[Task requirements]
Keep every line of the data below that has the string "button" and present those lines.

[Saved data entries]

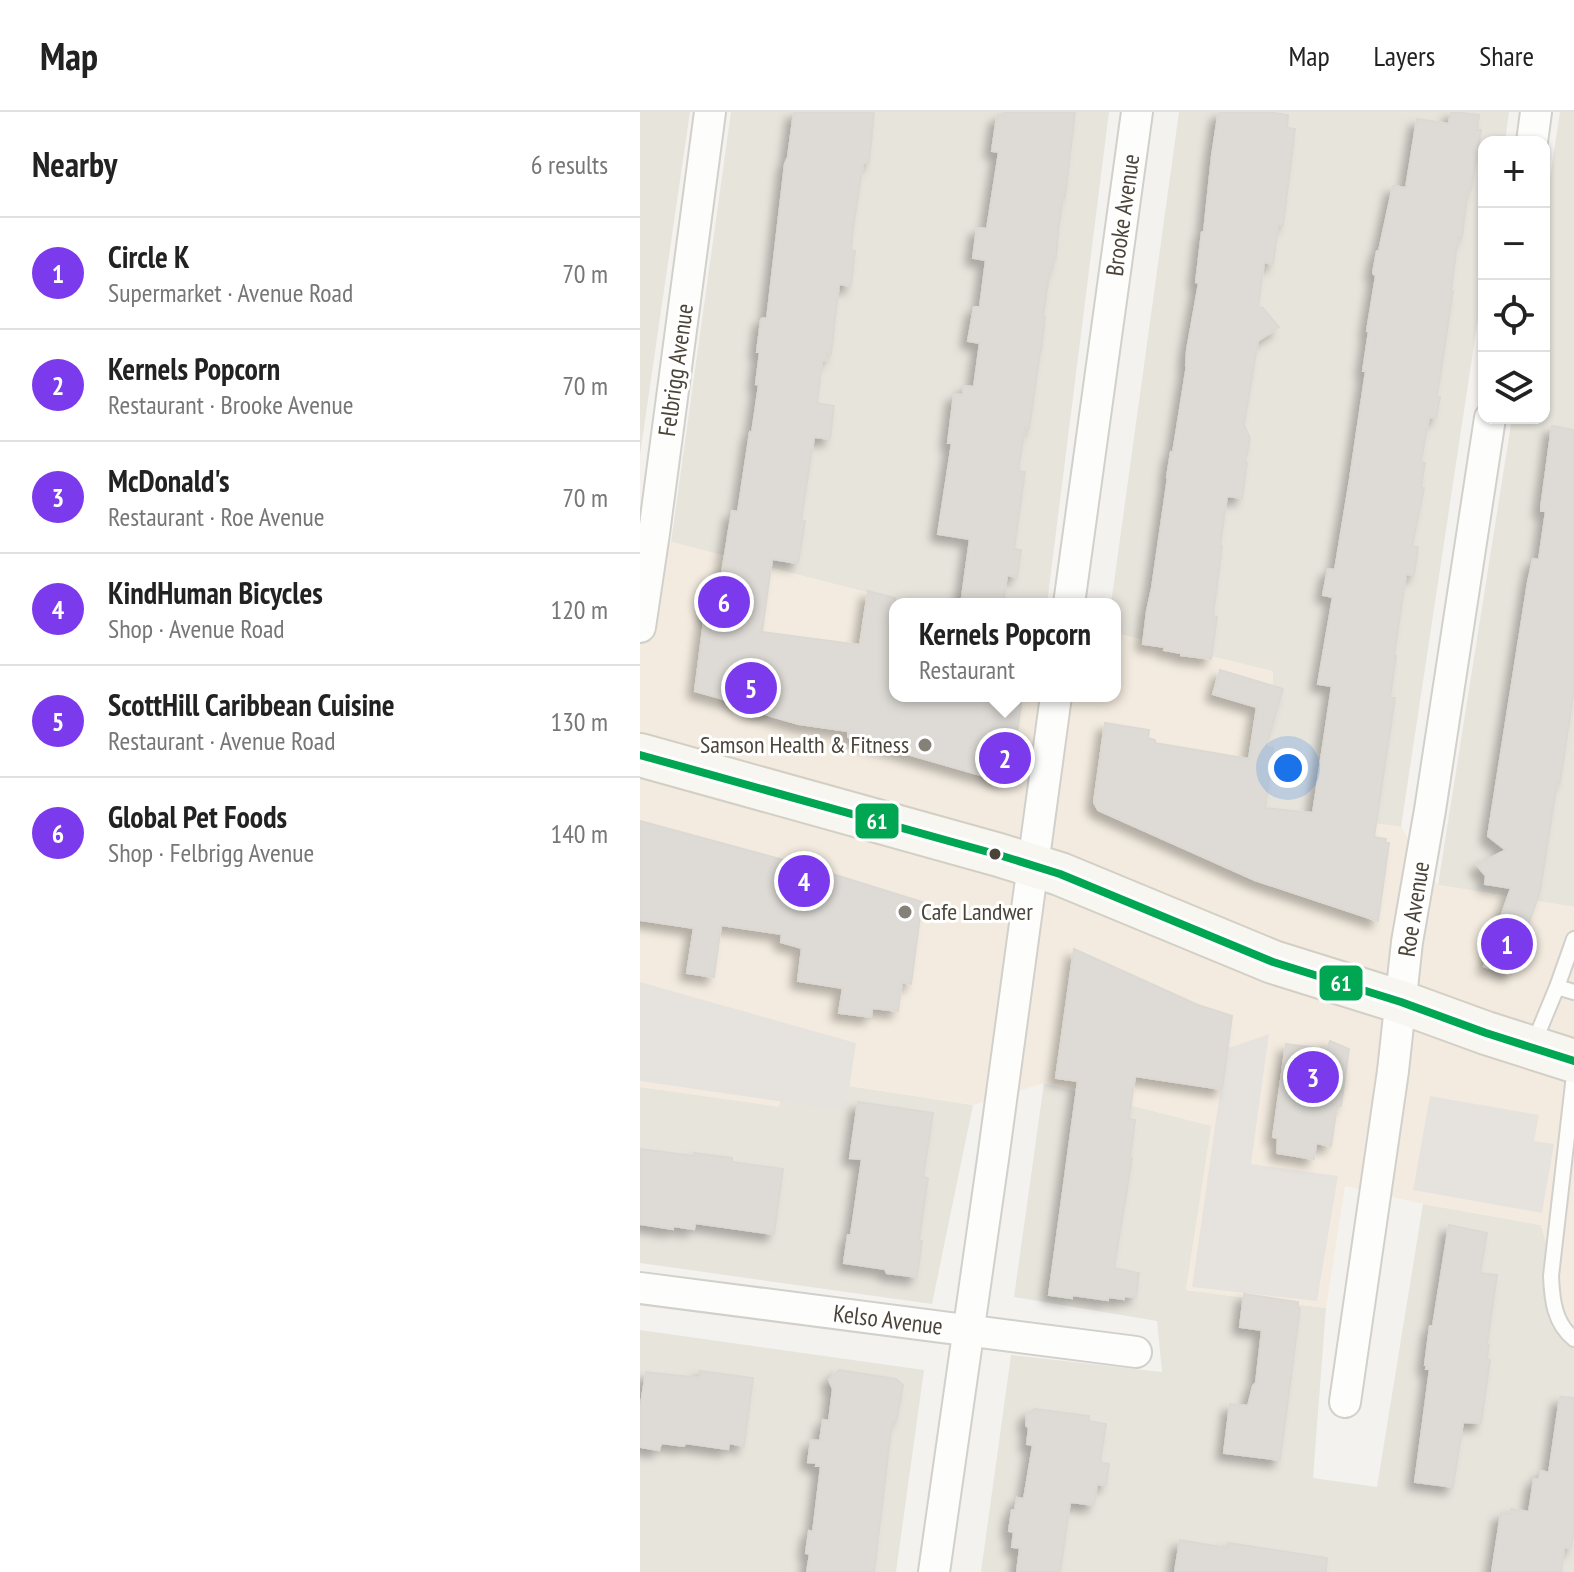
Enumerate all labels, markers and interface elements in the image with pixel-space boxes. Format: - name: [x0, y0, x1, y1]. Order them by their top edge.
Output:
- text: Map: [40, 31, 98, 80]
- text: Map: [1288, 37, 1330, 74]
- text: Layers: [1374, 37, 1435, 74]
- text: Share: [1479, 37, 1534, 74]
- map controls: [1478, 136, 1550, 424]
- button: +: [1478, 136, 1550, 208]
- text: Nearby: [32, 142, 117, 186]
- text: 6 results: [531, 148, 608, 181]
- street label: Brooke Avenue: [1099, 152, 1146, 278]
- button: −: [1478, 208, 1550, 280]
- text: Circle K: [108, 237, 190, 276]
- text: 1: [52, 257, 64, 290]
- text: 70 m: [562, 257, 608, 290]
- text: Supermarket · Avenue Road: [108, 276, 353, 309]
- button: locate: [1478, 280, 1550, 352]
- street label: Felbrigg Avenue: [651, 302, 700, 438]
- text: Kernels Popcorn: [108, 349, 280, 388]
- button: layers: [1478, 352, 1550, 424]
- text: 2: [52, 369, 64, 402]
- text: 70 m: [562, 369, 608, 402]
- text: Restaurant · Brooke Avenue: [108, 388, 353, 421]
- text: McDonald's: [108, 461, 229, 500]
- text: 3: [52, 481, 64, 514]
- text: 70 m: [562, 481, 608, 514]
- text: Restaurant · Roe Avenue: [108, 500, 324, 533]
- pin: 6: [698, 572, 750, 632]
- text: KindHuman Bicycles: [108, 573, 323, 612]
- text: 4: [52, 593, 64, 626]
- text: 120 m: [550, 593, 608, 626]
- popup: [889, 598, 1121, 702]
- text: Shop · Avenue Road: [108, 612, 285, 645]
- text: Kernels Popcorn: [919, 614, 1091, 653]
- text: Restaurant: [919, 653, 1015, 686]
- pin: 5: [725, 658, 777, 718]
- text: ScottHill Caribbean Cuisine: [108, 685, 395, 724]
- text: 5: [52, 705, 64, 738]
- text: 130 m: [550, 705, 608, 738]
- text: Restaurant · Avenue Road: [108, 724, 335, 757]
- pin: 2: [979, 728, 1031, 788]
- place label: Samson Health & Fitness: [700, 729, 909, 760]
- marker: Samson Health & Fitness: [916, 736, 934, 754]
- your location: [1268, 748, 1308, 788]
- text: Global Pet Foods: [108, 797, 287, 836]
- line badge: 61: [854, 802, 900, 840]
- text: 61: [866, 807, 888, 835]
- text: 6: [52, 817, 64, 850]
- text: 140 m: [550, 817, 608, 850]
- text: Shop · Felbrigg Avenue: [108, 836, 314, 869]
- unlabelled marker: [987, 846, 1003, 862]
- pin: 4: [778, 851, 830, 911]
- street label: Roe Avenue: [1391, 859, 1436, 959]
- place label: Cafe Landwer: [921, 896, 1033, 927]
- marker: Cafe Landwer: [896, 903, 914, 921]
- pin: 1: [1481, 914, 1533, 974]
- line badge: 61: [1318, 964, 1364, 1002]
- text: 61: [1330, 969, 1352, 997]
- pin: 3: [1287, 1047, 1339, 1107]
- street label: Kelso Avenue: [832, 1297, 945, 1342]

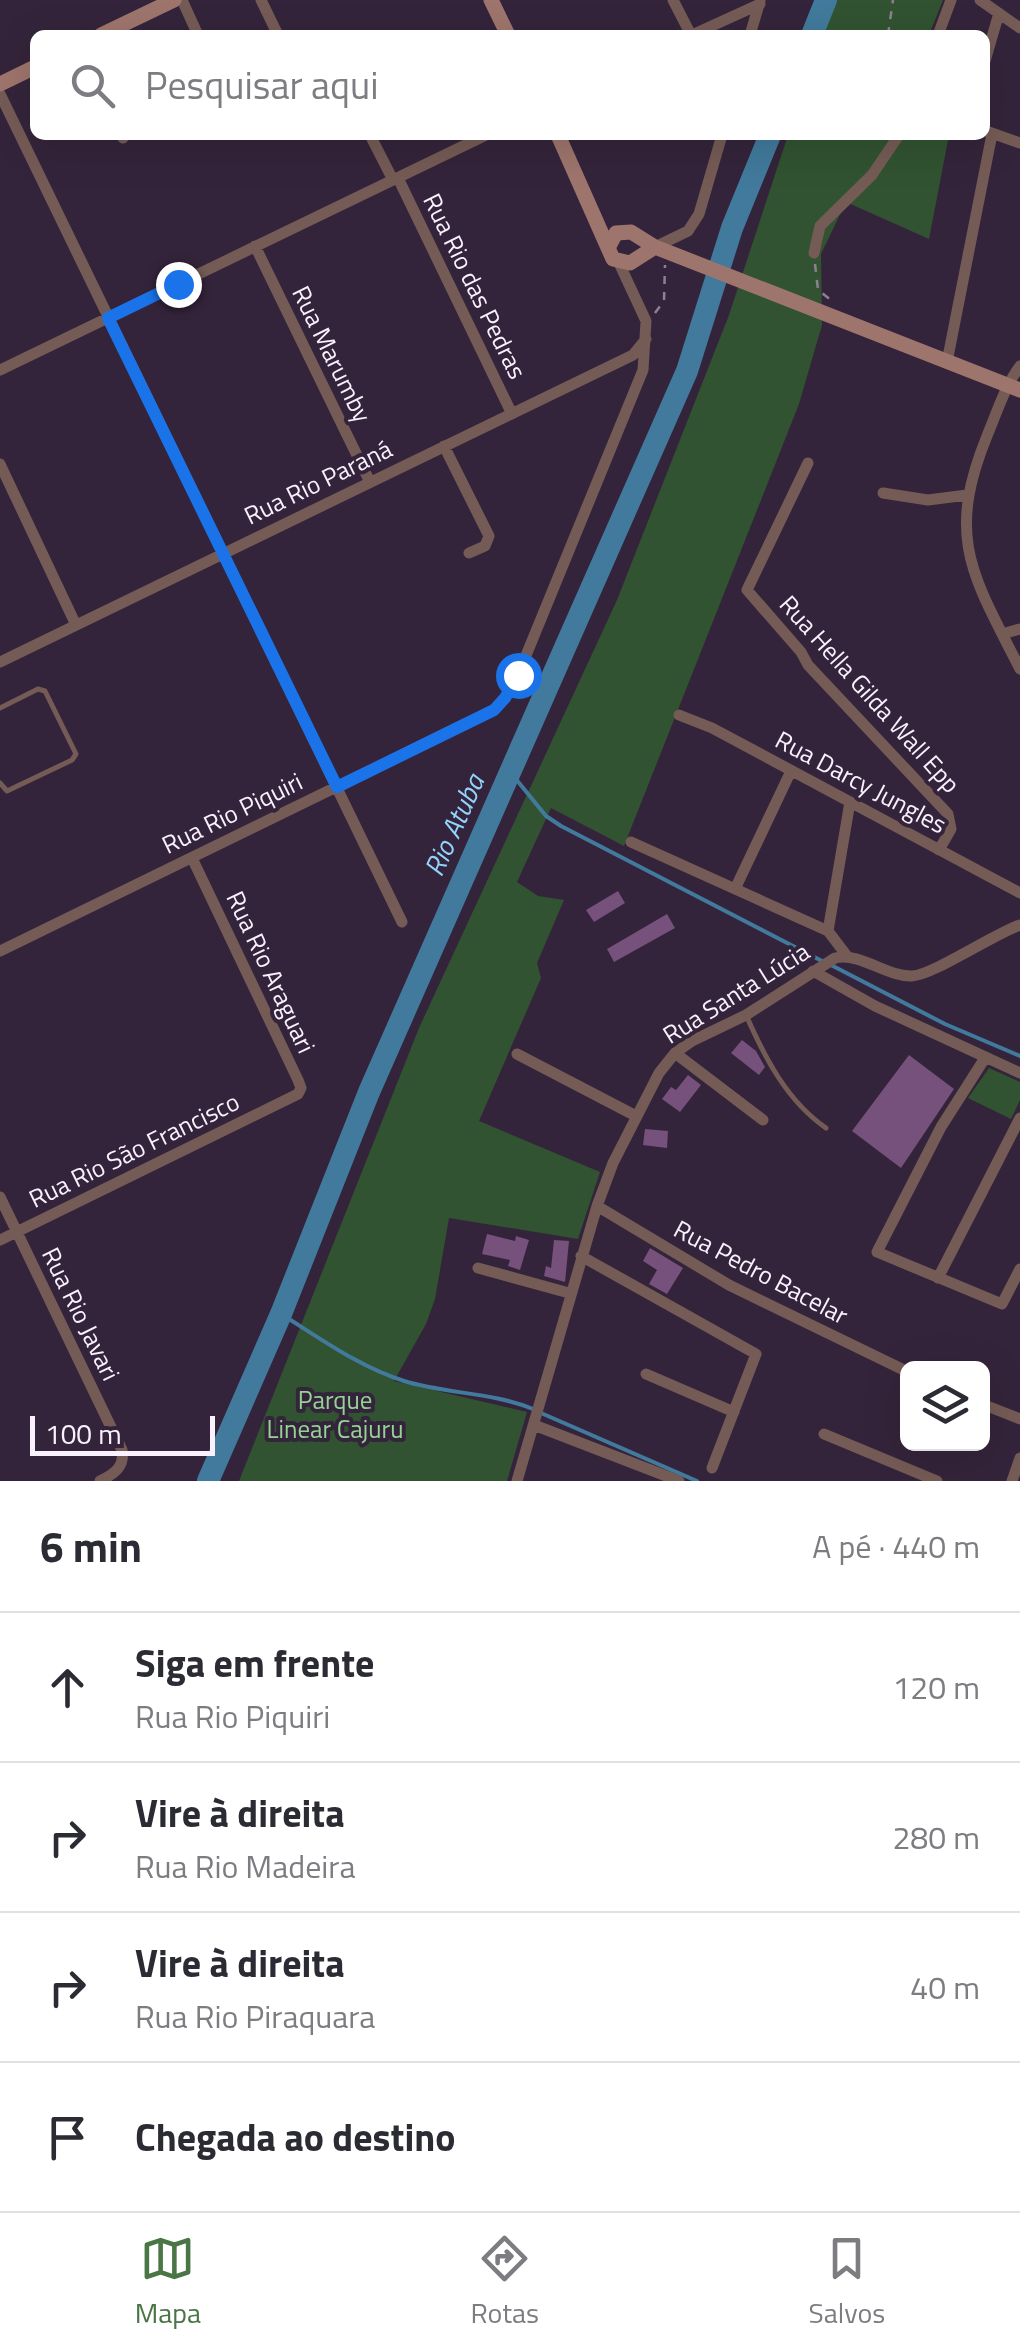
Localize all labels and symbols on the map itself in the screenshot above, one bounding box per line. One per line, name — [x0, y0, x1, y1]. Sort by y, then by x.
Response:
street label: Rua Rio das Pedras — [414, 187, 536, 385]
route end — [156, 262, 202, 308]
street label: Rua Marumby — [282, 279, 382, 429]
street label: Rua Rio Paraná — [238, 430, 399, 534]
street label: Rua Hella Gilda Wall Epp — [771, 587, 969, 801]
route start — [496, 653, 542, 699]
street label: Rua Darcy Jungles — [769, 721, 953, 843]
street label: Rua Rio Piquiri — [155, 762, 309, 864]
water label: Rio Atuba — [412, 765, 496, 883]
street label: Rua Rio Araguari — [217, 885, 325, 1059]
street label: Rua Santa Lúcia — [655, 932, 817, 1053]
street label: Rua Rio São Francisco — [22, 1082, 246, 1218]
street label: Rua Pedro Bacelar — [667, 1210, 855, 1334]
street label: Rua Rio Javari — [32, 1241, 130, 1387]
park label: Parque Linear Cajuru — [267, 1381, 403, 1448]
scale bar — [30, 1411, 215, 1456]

[Your solution]
- button: +: [1478, 136, 1550, 208]
- button: −: [1478, 208, 1550, 280]
- button: locate: [1478, 280, 1550, 352]
- button: layers: [1478, 352, 1550, 424]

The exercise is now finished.